How to get response SSL certificate from requests in python?

requests deliberately wraps up low-level stuff like this. Normally, the only thing you want to do is to verify that the certs are valid. To do that, just pass verify=True. If you want to use a non-standard cacert bundle, you can pass that too. For example:

resp = requests.get('https://example.com', verify=True, cert=['/path/to/my/ca.crt'])

Also, requests is primarily a set of wrappers around other libraries, mostly urllib3 and the stdlib’s http.client (or, for 2.x, httplib) and ssl.

Sometimes, the answer is just to get at the lower-level objects (e.g., resp.raw is the urllib3.response.HTTPResponse), but in many cases that’s impossible.

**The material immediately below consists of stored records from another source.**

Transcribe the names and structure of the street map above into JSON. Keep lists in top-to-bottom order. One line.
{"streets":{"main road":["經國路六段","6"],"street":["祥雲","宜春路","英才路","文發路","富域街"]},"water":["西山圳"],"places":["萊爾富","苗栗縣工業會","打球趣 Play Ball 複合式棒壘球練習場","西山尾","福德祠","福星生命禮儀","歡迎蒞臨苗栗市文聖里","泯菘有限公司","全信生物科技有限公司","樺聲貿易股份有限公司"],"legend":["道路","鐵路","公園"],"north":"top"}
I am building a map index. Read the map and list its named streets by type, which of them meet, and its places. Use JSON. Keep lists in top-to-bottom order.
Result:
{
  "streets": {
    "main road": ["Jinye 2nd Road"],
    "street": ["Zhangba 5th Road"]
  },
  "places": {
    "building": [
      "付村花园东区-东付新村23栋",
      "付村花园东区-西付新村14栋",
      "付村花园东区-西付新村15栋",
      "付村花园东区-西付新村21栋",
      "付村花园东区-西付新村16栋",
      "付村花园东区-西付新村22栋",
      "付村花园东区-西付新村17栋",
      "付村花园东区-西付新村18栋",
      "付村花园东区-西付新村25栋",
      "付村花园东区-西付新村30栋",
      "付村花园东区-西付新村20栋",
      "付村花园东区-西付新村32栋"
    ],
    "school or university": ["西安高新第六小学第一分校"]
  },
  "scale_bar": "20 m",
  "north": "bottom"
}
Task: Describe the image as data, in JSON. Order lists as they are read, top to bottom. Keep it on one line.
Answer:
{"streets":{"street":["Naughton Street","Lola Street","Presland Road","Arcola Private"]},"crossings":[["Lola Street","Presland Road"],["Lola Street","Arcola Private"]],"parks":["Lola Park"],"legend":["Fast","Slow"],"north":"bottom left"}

And this is one of those cases. The only objects that ever see the certs are an http.client.HTTPSConnection (or a urllib3.connectionpool.VerifiedHTTPSConnection, but that’s just a subclass of the former) and an ssl.SSLSocket, and neither of those exist anymore by the time the request returns. (As the name connectionpool implies, the HTTPSConnection object is stored in a pool, and may be reused as soon as it’s done; the SSLSocket is a member of the HTTPSConnection.)

So, you need to patch things so you can copy the data up the chain. It may be as simple as this:

HTTPResponse = requests.packages.urllib3.response.HTTPResponse
orig_HTTPResponse__init__ = HTTPResponse.__init__
def new_HTTPResponse__init__(self, *args, **kwargs):
    orig_HTTPResponse__init__(self, *args, **kwargs)
    try:
        self.peercert = self._connection.sock.getpeercert()
    except AttributeError:
        pass
HTTPResponse.__init__ = new_HTTPResponse__init__

HTTPAdapter = requests.adapters.HTTPAdapter
orig_HTTPAdapter_build_response = HTTPAdapter.build_response
def new_HTTPAdapter_build_response(self, request, resp):
    response = orig_HTTPAdapter_build_response(self, request, resp)
    try:
        response.peercert = resp.peercert
    except AttributeError:
        pass
    return response
HTTPAdapter.build_response = new_HTTPAdapter_build_response

That’s untested, so no guarantees; you may need to patch more than that.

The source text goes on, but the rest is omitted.